Et ce, au regard des conclusions auxquelles il est parvenu dans le cadre de l'expertise additive qui lui a été demandée par le parquet. « Il y a plusieurs conclusions qui ne découlent pas d'une méthodologie scientifique. Et donc je ne suis pas d'accord avec le rapport d'expertise judiciaire », a-t-il soutenu. Se justifiant, il a dit avoir constaté une teneur d'eau de 40% sur les corps analysés.
Ce qui prouve scientifiquement, selon lui, que ce n'est pas du charbon fin. « Au-delà de 20% de teneur, c'est rigoureusement impossible que ces matières soient du charbon fin », a-t-il attesté formellement face aux interrogations du parquet. L'expert a, par ailleurs, confié n'avoir trouvé aucune trace de carbone dans les corps analysés. Ce qui le conforte dans sa position selon laquelle ce n'est pas du charbon fin.

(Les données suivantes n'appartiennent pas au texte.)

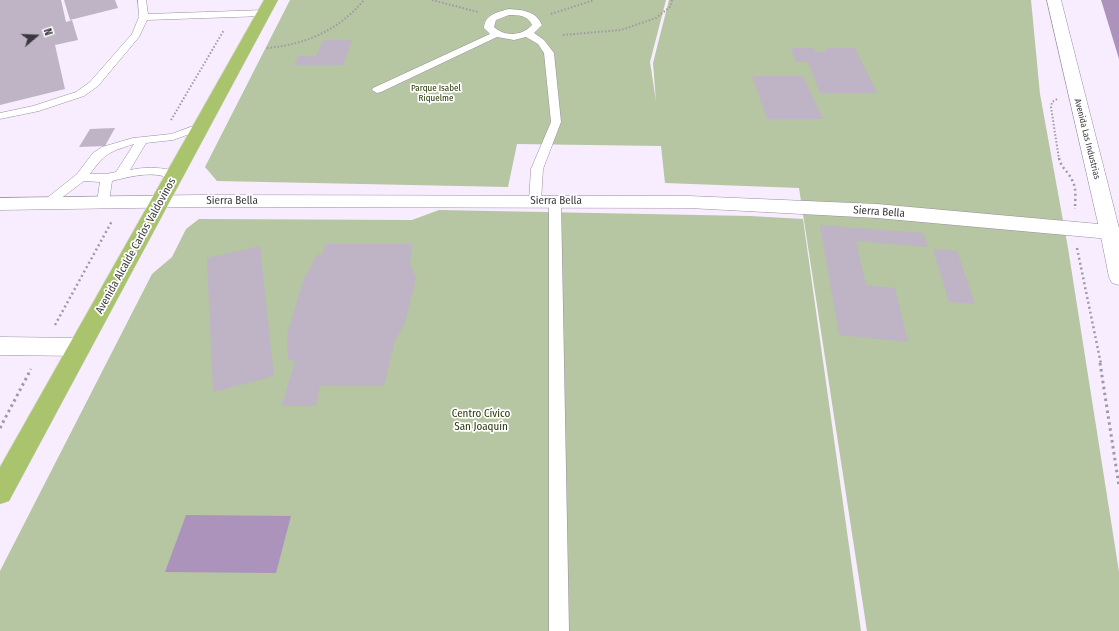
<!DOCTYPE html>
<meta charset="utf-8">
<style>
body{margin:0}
#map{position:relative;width:1119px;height:631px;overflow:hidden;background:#f7edfe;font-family:"Fira Sans Condensed",sans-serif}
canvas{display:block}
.north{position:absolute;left:16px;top:16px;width:40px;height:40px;-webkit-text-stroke:3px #fff;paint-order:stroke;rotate:71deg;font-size:11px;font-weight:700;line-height:16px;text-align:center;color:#3b373e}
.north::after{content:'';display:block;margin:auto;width:14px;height:18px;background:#3b373e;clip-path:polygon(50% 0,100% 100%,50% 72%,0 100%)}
</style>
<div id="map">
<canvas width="1119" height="631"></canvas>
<div class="north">N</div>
</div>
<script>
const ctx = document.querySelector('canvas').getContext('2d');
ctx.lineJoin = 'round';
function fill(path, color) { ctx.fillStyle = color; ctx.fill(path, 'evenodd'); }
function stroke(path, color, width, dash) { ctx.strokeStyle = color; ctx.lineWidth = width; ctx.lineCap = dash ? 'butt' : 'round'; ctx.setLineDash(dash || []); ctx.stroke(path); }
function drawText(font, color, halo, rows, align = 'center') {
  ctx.font = font + ' "Fira Sans Condensed",sans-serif'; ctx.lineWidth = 3.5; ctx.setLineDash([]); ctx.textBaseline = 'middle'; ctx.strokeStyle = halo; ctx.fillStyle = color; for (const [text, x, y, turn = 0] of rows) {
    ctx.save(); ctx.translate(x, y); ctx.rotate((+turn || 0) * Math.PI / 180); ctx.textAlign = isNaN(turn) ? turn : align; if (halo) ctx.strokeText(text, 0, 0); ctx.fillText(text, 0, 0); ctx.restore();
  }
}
fill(new Path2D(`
 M 290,0 L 666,0 L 650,62 L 656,101 L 653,63 L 669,0 L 1031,0 L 1040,94 L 1068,248 L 1119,572 L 1119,631 L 867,631 L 799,188 L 665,183 L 661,146 L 517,144 L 508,187 L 217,181 L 205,167 Z
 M 439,210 L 750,216 L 803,219 L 861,631 L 0,631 L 0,571 L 152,274 L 172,257 L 186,229 L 199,219 L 412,220 Z`), '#b6c5a2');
fill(new Path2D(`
 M 1101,0 L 1119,0 L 1119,59 L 1102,3 Z
 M 186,515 L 291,516 L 276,573 L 165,572 Z`), '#ac93bb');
fill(new Path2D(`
 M 0,0 L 61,0 L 66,22 L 72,20 L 78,40 L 55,45 L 65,89 L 0,105 Z
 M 64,0 L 115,0 L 118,8 L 70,20 Z
 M 323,40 L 352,40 L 343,65 L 294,65 L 298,56 L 316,56 Z
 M 791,48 L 814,48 L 815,52 L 828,52 L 826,48 L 855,48 L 877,93 L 820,93 L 808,62 L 796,62 Z
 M 752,76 L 803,76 L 823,119 L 767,119 Z
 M 115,128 L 105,146 L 79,147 L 90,129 Z
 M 820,225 L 923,233 L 928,247 L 856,241 L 866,285 L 895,288 L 908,342 L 839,335 Z
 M 326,244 L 412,244 L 410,263 L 416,277 L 405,323 L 395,340 L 384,386 L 320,386 L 316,406 L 282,406 L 295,361 L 288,360 L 287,335 L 303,281 L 317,255 L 322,254 Z
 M 260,246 L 274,376 L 213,392 L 207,258 Z
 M 933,249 L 957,251 L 975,304 L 949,302 Z`), '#beb4c5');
const service = new Path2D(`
 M 138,0 L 146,0 L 148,14 L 264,10 L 268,13 L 264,16 L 147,20 L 139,37 L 98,86 L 84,96 L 39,111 L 0,119 L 0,113 L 33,106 L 76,92 L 90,82 L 132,34 L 139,17 Z
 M 509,9 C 523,10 536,11 542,25 L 534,33 L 544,40 L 554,53 L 561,122 L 543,169 L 541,201 L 539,204 L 531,204 L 529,201 L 531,169 L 551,122 L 544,53 L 538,44 L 526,37 L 514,40 L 497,37 L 381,92 L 377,93 L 372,90 L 373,88 L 490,34 L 484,28 C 485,14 498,12 509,9 ZM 509,15 C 518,15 528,15 532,25 C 522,36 505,37 494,27 L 496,20 Z
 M 202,123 L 207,126 L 206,128 L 173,140 L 146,143 L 130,170 C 144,167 157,167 171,170 L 178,180 L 176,183 L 168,183 L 163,176 C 146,172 129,177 112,181 L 109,202 L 107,205 L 99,205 L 97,202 L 100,182 L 84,181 L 52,205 L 44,205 L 42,202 L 77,174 L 93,153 L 102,147 L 133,138 L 171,134 ZM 134,144 L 116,172 L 106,174 L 90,174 C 105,153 109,152 134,144 Z
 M 555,197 L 559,198 L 561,201 L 569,631 L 549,631 L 549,201 L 551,198 Z`);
const minor = new Path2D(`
 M 0,337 L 80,338 L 88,340 L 91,347 L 88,354 L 80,356 L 0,355 Z`);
const tertiary = new Path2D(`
 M 199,195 L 689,196 L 877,204 L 1110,225 L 1117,227 L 1119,234 L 1117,237 L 1110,239 L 877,218 L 689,208 L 199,207 L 0,210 L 0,198 Z`);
const secondary = new Path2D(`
 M 1047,0 L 1061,0 L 1119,228 L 1119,285 L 1112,283 L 1109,277 L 1100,232 Z`);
const primary = new Path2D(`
 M 264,0 L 278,0 L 9,501 L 0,504 L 0,467 Z`);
stroke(service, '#998f9f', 1);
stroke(minor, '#998f9f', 1);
stroke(tertiary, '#998f9f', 1);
stroke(secondary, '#998f9f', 1);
stroke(primary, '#d8d7d8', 1);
stroke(new Path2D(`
 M 432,0 L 478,12
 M 551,14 L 594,0
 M 563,35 L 621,30 L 656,18 L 671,6 L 672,0
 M 267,48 C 305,45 339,30 364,0
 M 1057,99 L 1052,102 L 1051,107 L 1059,159
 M 171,120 L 224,30`), '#a099a5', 2, [1.5, 2]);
stroke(new Path2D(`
 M 1059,158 C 1061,168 1068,171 1072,180 C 1077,188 1075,200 1075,209
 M 1077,248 L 1101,364
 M 55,325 L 112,221`), '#a099a5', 2.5, [2, 3]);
stroke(new Path2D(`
 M 1100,363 L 1119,486
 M 0,428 L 31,369`), '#a099a5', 3, [2.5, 3.5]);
fill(service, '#fff');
fill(minor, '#fff');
fill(tertiary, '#fff');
fill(secondary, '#fff');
fill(primary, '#aac46d');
drawText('9px', '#293908', '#fff', [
 ["Parque Isabel",436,88],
 ["Riquelme",436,98]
]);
drawText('9px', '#3b373e', '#fff', [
 ["Avenida Las Industrias",1087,139,76]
]);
drawText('11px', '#3b373e', '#fff', [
 ["Sierra Bella",232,201],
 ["Sierra Bella",556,201],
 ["Sierra Bella",879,212,4],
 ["Avenida Alcalde Carlos Valdovinos",136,246,-61]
]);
drawText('11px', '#293908', '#fff', [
 ["Centro Cívico",481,414],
 ["San Joaquín",481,427]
]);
</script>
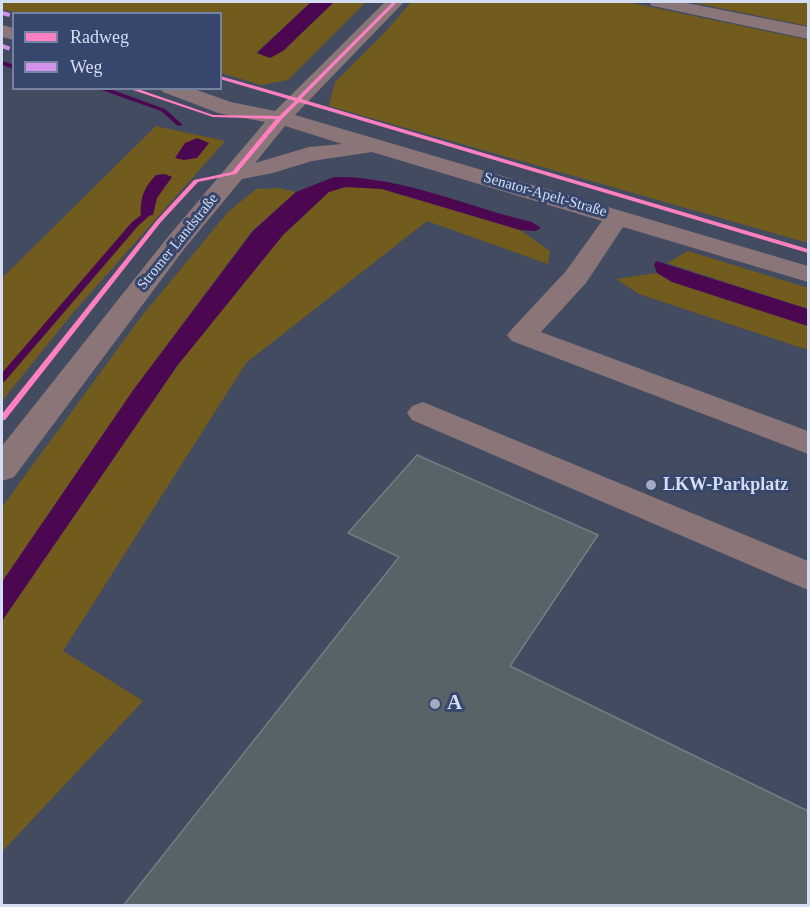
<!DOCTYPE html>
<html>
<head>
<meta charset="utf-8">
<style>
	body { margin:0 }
	#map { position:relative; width:810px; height:907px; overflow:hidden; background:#434b60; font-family:Georgia,serif }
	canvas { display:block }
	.frame { position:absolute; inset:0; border:3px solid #d3ddf4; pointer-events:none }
	.legend { position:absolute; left:12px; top:12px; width:210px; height:78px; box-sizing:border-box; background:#37466c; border:2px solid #7582a2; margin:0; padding:8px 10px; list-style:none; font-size:18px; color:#d3ddf4 }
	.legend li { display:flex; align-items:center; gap:12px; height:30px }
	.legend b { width:30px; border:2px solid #7582a2 }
</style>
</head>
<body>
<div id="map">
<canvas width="810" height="907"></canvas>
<div class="frame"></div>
<ul class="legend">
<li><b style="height:8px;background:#ff80c0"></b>Radweg</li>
<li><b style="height:8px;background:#d193ec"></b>Weg</li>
</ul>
</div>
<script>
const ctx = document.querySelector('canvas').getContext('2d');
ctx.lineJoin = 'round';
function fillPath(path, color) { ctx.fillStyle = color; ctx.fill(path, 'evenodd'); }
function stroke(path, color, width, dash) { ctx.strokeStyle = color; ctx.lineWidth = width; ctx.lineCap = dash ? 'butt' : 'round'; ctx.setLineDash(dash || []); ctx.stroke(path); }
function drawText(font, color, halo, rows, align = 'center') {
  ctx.font = font + ' Georgia,serif'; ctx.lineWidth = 6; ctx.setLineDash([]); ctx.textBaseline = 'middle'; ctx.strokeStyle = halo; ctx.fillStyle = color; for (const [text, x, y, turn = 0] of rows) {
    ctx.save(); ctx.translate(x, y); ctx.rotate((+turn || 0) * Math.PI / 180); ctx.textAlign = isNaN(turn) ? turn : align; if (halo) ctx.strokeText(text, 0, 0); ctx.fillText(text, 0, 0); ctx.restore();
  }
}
const green = new Path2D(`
	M2,2h309l-54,50 26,-1 51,-49h32l-78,78 -27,5 -40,-12 -1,-59 -203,-1 -15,-4z
	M411,2h216l181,38v203l-479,-137 6,-24 52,-52z
	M690,2h118v24z
	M156,126l69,15 -153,173 -70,87v-123z
	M356,186l26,3 138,41 30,21 -2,13 -121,-43 -181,142 -183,288 80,50 -141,151v-231l175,-255 106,-131 46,-43 16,-5z
	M279,188l17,4 -44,39 -118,158 -132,193v-75l139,-190 87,-105 28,-23z
	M688,251l120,37v21l-141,-46z
	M657,273l15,9 136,44v24l-169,-56 -23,-15z`);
const water = new Path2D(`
	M311,2h23l-51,49 -13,7 -13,-5z
	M197,138l12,5 -12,15 -13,2 -9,-2 10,-15z
	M165,174l7,3 -15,21 -4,17 -12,2c-1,-19 2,-28 15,-42z
	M334,177c68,-1 133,30 198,45l9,6 -6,3 -15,-1 -138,-41 -37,-2 -16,5 -46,43 -106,131 -175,255v-39l132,-193 119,-158 43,-39z
	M656,261l152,48v17l-136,-44 -15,-9 -3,-8z`);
const stream = new Path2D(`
	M2,61l12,4v4l-12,-4z
	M96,88h11l58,21 18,16 -5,1 -17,-15z
	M146,201h3l4,2 -4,13 -11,10 -133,155 -3,1v-9l130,-151 9,-7z`);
const building = new Path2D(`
	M417,455l181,80 -88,131 298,145v95h-685l276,-349 -51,-24z`);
const minor = new Path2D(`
	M385,2h19l-109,113 513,151v16l-185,-55 -37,56 -45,49 267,99v23l-296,-113 -5,-6 5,-6 54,-58 36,-50 -230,-69 -60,9 -39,12 -31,6 -57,69 -171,229 -12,4v-35l165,-208 98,-116 -47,-9 -55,-21 -3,-4h31l40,14 44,9zM285,126l57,18 -33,3 -54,16z
	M649,2h33l126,25v12l-150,-32 -6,-1z
	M2,25l12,3v12l-12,-3z
	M423,402l385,159v29l-396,-170 -5,-7 5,-7z`);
const quiet = new Path2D(`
	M2,13l12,3
	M2,46l12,4`);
const cycleway = new Path2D(`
	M393,2h4l-96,97 507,150v4l-509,-151 -17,17 -46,55 -38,8 -37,40 -156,198h-3v-6l155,-194 37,-40 38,-8 44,-53 -63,-2 -86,-29h8l78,27 66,1 16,-15 -75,-22v-3l77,22z`);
const markers = [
	[651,485,6,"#a1aac0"],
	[435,704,6,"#a1aac0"]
];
const farStreetnames = [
	["Senator-Apelt-Straße",545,195,16],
	["Stromer Landstraße",178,242,-51]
];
const poiNames = [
	["LKW-Parkplatz",663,485]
];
const nearPoinames = [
	["A",447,704]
];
fillPath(green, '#715b1d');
fillPath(water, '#4c0751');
fillPath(stream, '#4c0751');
fillPath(building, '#586367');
stroke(building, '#727e80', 1.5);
fillPath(minor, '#8a7678');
stroke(quiet, '#d193ec', 4, [8, 4]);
fillPath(cycleway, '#ff80c0');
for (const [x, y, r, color] of markers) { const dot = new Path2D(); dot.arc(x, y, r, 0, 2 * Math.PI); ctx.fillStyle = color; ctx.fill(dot); stroke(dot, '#37466c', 2); }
drawText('15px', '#d3ddf4', '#37466c', farStreetnames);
drawText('bold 18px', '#d3ddf4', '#37466c', poiNames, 'left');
drawText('bold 21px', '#d3ddf4', '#37466c', nearPoinames, 'left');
</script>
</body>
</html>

« Le caractère composite de la cargaison ne pose aucun débat. C'est du minerai. Il y avait des aspects différents du charbon fin parce qu'il n'y avait pas de carbone ! », a-t-il lancé avec assurance. Son assurance et ses déclarations ont provoqué le courroux de la défense qui a, à nouveau, engagé le débat sur sa qualité dans le procès. « Un expert non commis ne peut pas venir contredire une expertise judiciaire », ont insisté les avocats de la défense.
« L'expertise judiciaire ne sert qu'à titre informatif »
Pour eux, il y a lieu de définir clairement la qualité du Pr Yonli dans le cadre de ce procès. Pour couper court au débat, le tribunal a précisé que même l'expertise judiciaire ne sert qu'à titre d'information. « Si le tribunal juge nécessaire de faire appel à d'autres experts pour plus de précisions, il peut le faire », a rappelé le président du tribunal. Et ce, en réponse à l'un des conseils de Bolloré Transport et Logsitics qui a estimé que toutes les parties devaient au préalable être informées de l'intervention du Pr Yonli en tant qu'expert dans le procès.
« N'importe qui ne doit pas intervenir à ce procès sans que toutes les parties ne soient au préalable informées. Cela donne l'impression que les choses sont déjà jouées », s'est-il plaint. Une suspension de quelques minutes a été préconisée par le président du tribunal afin de permettre à l'ensemble des parties de se retrouver dans son cabinet pour trancher sur la question.
A la reprise de l'audience, une trentaine de minutes plus tard, les deux experts judiciaires ont été invités à se prononcer sur l'exposé du Pr Yonli qui a remis en cause les résultats de leur expertise. A tour de rôle, Joël Ilboudo et Moussa Gomina ont défendu avec hargne et chiffres à l'appui les conclusions auxquelles ils sont parvenus grâce à une méthodologie « rigoureuse ». C'est sur leur exposé que l'audience a été suspendue pour être reprise aujourd'hui avec la poursuite des débats sur les conclusions de l'expertise judiciaire.